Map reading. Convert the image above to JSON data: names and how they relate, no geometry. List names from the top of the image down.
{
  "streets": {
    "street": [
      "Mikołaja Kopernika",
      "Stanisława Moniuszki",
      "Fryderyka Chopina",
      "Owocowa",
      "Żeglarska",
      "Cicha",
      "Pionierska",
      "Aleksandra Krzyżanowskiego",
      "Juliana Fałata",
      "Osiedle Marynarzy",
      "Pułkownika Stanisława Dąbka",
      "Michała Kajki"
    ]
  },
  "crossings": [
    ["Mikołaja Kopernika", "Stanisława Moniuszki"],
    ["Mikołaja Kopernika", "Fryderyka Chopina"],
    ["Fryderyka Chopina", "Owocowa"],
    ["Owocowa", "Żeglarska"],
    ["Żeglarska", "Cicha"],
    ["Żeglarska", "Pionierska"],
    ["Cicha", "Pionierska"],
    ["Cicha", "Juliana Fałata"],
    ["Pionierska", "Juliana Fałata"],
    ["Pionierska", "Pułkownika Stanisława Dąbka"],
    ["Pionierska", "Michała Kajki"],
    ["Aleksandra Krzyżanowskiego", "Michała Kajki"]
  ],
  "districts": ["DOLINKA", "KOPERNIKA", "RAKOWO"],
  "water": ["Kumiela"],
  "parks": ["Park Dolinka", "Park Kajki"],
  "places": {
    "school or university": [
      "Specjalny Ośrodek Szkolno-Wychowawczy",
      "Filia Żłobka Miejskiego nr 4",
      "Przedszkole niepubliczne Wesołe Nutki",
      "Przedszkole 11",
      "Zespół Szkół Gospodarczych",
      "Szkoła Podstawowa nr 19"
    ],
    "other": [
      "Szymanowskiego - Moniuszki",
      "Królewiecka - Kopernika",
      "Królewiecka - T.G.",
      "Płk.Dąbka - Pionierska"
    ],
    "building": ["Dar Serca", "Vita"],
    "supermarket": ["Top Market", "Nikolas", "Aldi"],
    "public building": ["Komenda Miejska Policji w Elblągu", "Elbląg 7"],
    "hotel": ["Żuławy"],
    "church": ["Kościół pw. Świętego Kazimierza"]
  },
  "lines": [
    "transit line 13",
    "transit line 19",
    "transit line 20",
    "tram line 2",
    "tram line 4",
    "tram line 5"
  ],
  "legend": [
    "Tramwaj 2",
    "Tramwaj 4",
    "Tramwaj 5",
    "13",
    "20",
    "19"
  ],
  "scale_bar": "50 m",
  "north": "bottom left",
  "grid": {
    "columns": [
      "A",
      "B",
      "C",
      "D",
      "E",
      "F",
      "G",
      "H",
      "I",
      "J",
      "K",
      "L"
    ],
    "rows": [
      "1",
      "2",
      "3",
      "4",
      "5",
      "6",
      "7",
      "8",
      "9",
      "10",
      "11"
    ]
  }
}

.....

What needs to be done: Show the lines above with "Aleksandra".

Task solution:
      "Aleksandra Krzyżanowskiego",
    ["Aleksandra Krzyżanowskiego", "Michała Kajki"]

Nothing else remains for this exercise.